PROBLEM DESCRIPTION =>
Every line of the entries below that carries the string "boxes" should be copied.

GIVEN ENTRIES =>
----------------

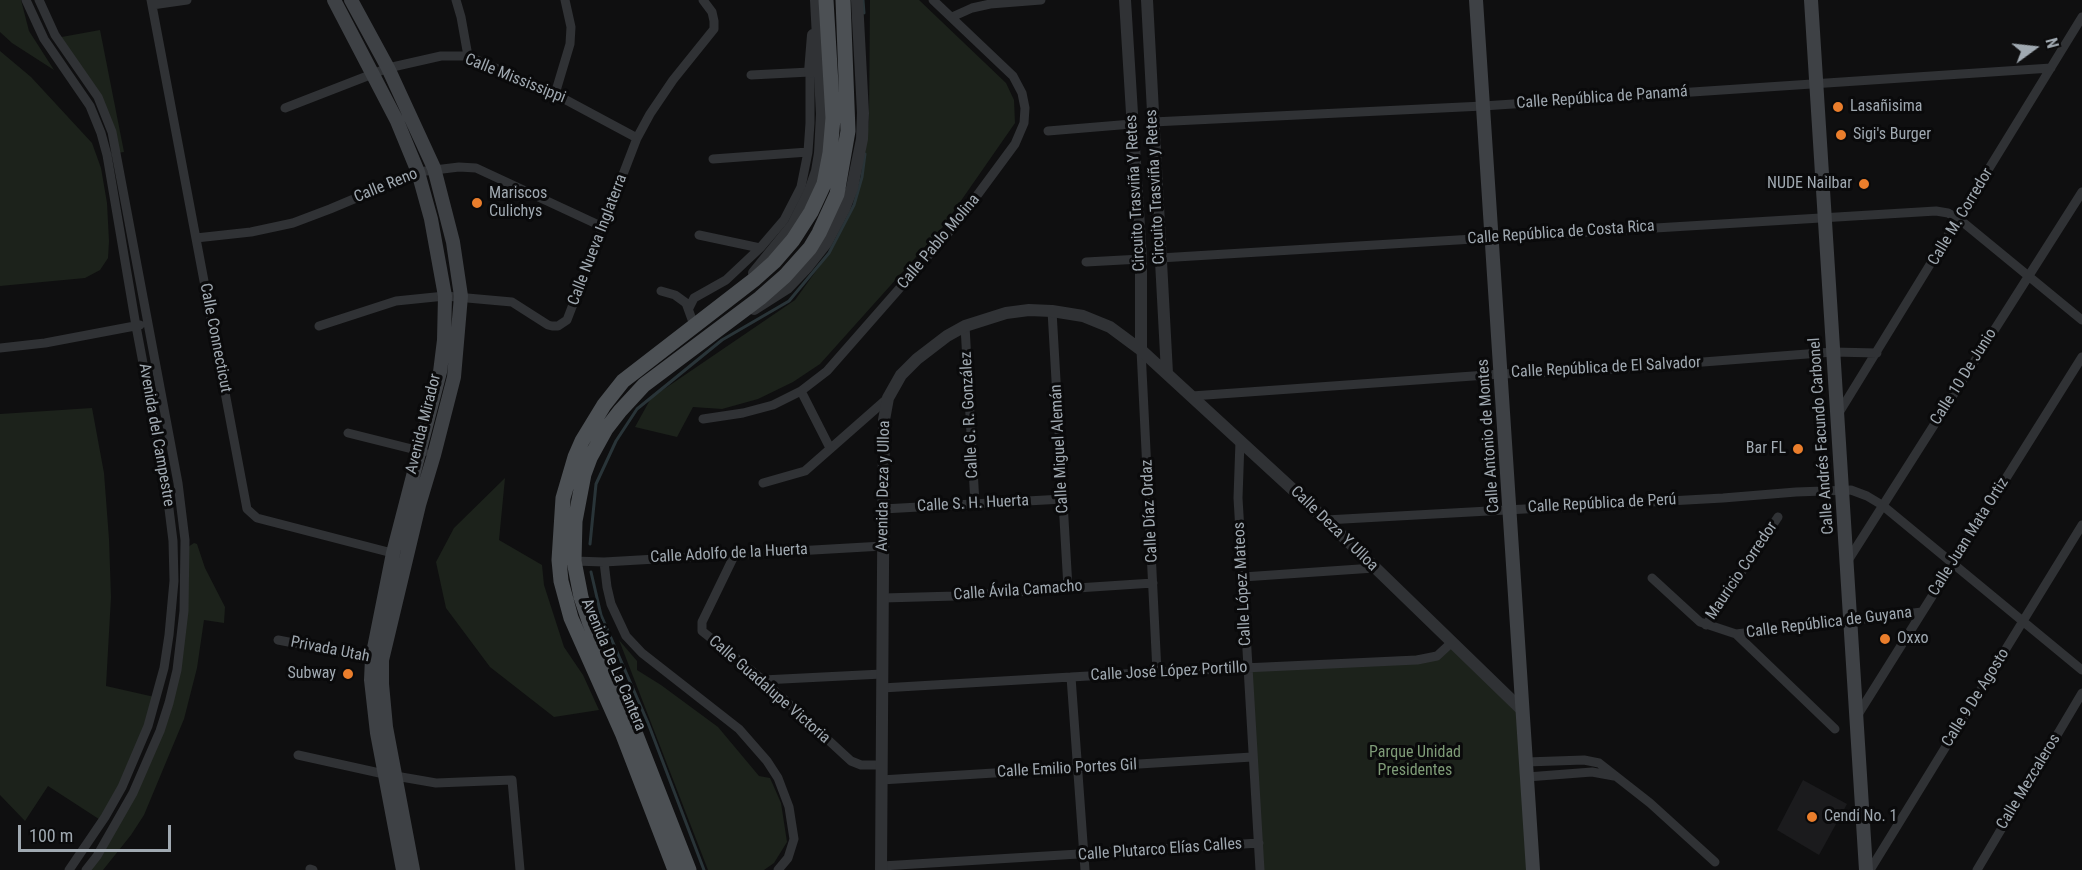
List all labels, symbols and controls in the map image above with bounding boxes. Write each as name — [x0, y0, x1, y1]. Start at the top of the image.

----------------

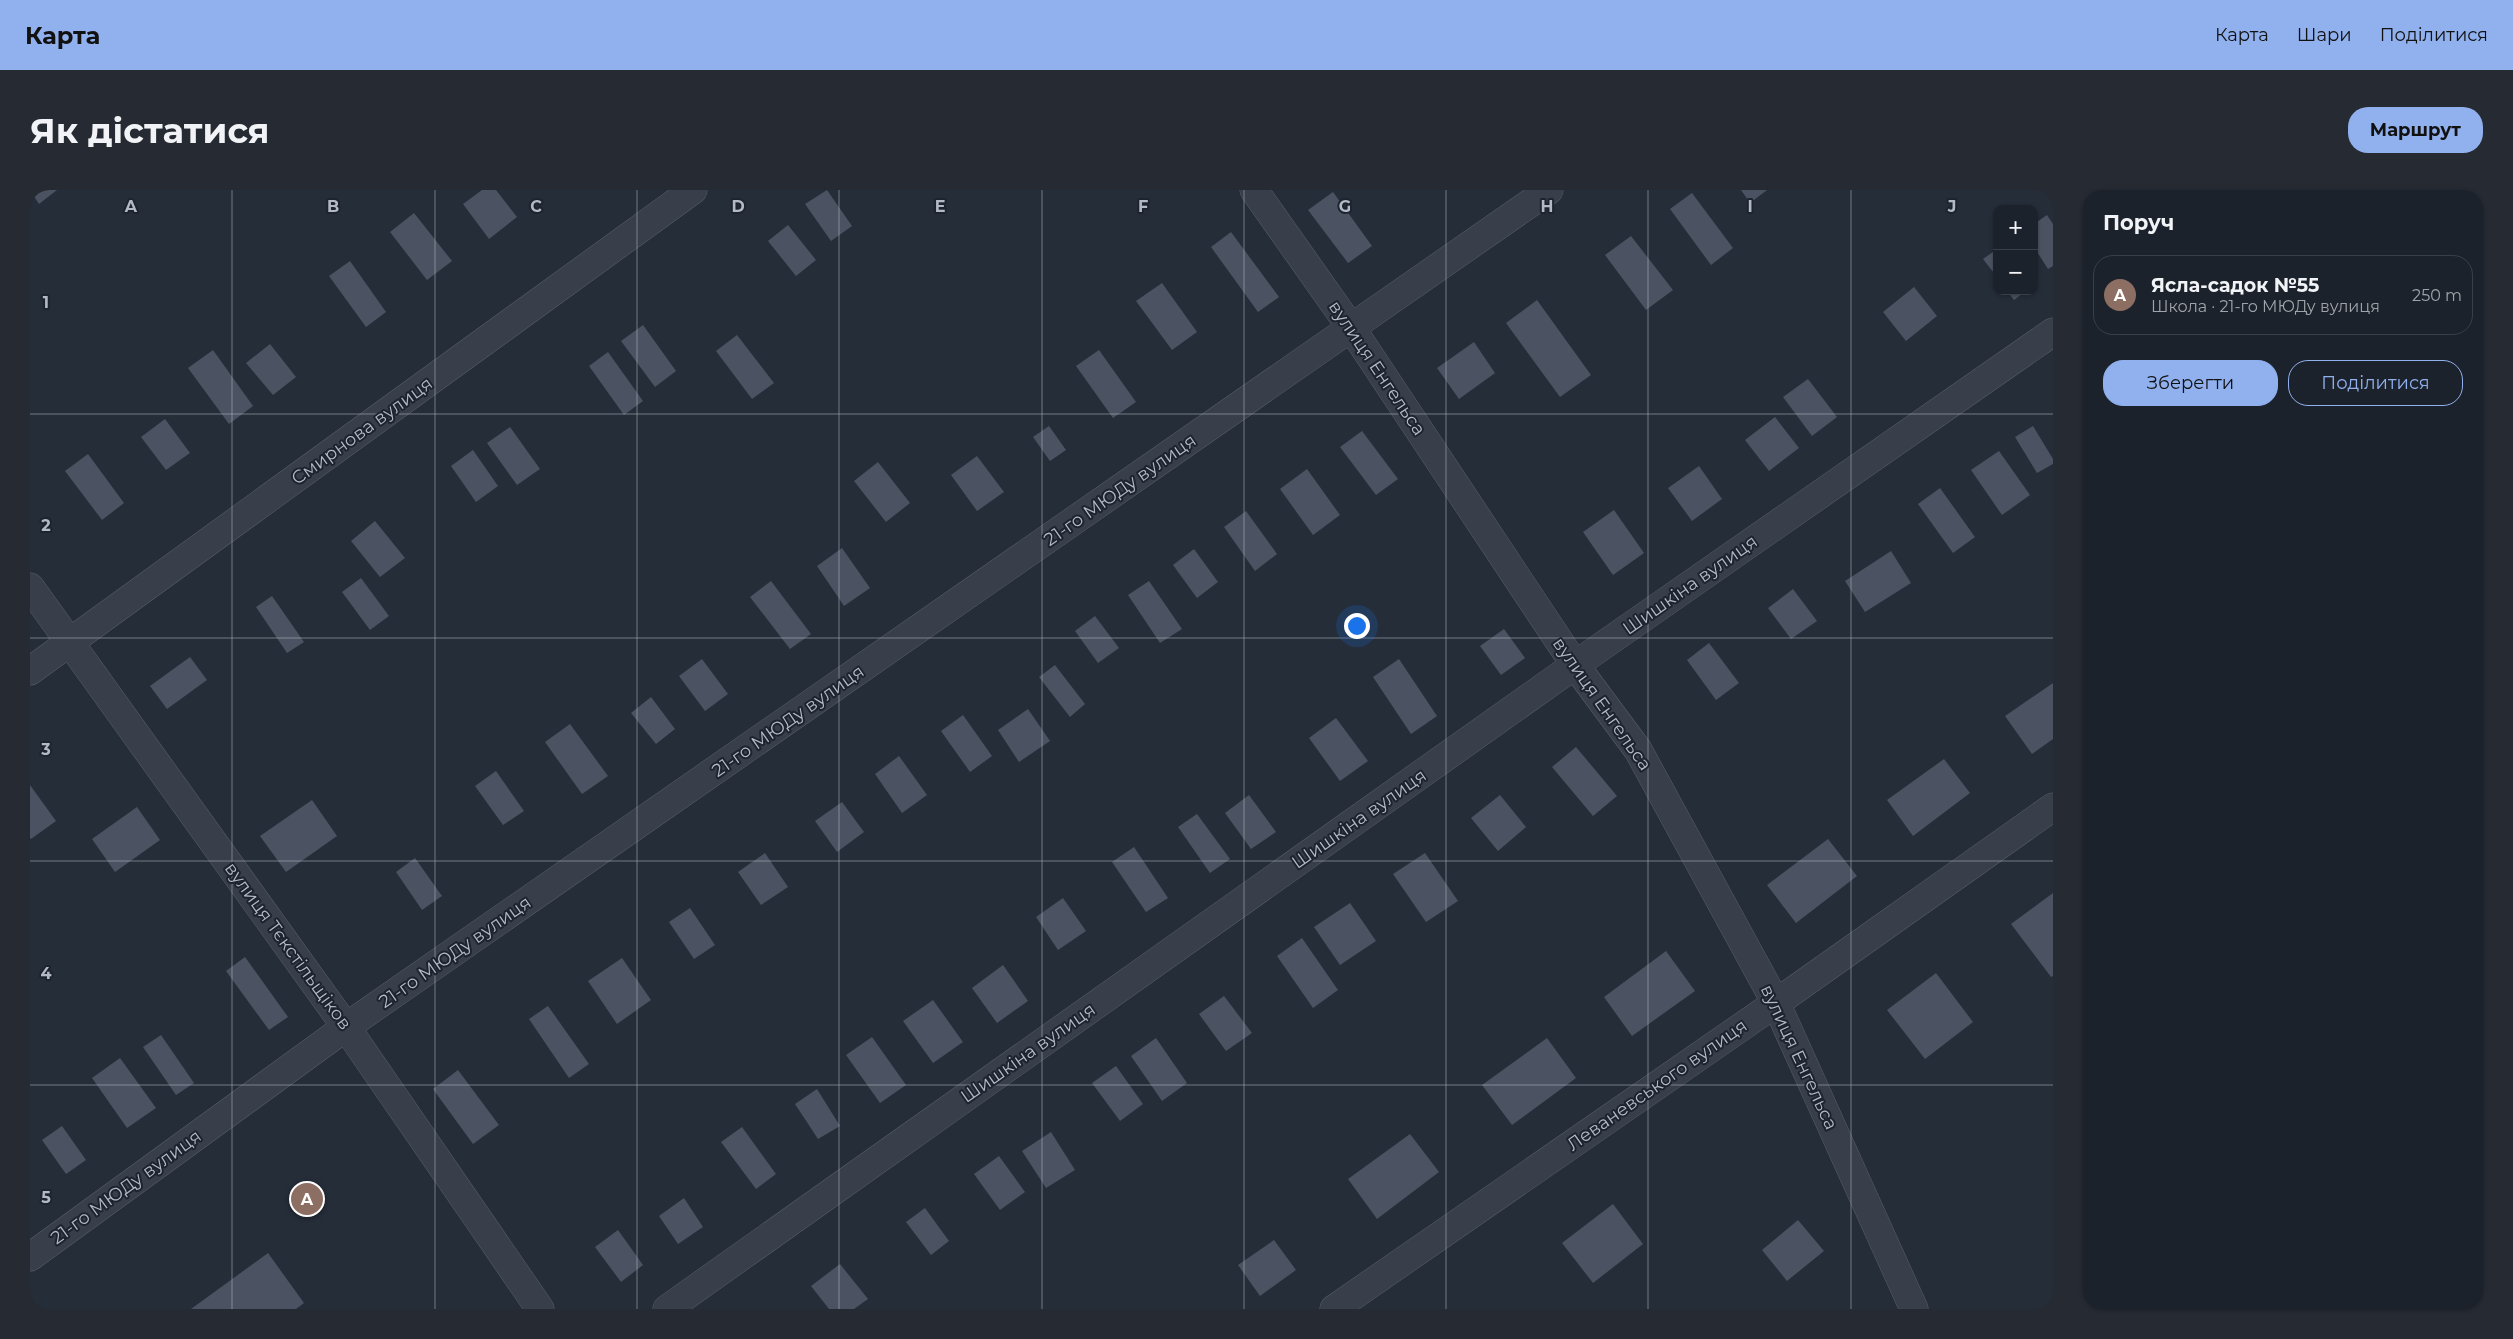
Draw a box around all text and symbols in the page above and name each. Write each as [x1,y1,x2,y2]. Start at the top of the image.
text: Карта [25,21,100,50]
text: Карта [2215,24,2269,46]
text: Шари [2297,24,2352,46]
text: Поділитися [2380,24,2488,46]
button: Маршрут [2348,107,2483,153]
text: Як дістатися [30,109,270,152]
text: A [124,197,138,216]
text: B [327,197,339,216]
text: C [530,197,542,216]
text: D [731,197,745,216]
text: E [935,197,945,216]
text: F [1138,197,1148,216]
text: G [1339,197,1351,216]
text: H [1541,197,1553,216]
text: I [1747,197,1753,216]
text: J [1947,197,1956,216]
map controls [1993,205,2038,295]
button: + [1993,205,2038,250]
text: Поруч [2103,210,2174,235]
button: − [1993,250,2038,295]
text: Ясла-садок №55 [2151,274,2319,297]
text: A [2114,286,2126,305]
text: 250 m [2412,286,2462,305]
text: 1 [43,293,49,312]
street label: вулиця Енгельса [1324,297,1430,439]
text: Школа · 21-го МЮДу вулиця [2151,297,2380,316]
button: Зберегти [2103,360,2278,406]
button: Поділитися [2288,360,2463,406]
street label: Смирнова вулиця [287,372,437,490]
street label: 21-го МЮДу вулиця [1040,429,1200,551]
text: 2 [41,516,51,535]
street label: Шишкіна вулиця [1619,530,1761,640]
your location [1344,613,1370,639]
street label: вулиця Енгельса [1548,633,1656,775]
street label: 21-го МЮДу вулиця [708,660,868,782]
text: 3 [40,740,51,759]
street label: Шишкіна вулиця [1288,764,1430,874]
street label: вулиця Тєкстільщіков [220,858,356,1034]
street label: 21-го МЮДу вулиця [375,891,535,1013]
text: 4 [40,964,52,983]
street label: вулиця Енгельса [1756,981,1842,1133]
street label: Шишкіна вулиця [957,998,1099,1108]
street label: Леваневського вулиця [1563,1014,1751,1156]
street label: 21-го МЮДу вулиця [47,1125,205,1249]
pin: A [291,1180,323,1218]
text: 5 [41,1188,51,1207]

----------------

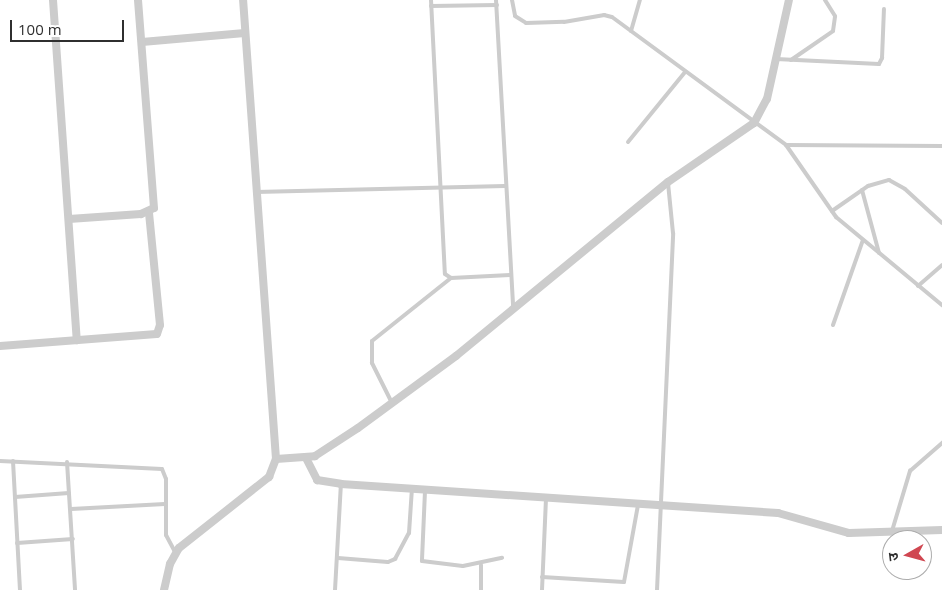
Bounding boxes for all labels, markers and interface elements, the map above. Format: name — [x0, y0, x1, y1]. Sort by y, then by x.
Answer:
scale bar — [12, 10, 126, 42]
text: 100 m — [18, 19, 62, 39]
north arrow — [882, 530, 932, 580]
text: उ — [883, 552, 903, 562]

----------------

RESPONSE TO THIS TASK =>
List all labels, symbols and controls in the map image above with bounding boxes. Write each as name — [x0, y0, x1, y1]. Start at the top of the image.
Bounding boxes for all labels, markers and interface elements, the map above. Format: name — [x0, y0, x1, y1]. Sort by y, then by x.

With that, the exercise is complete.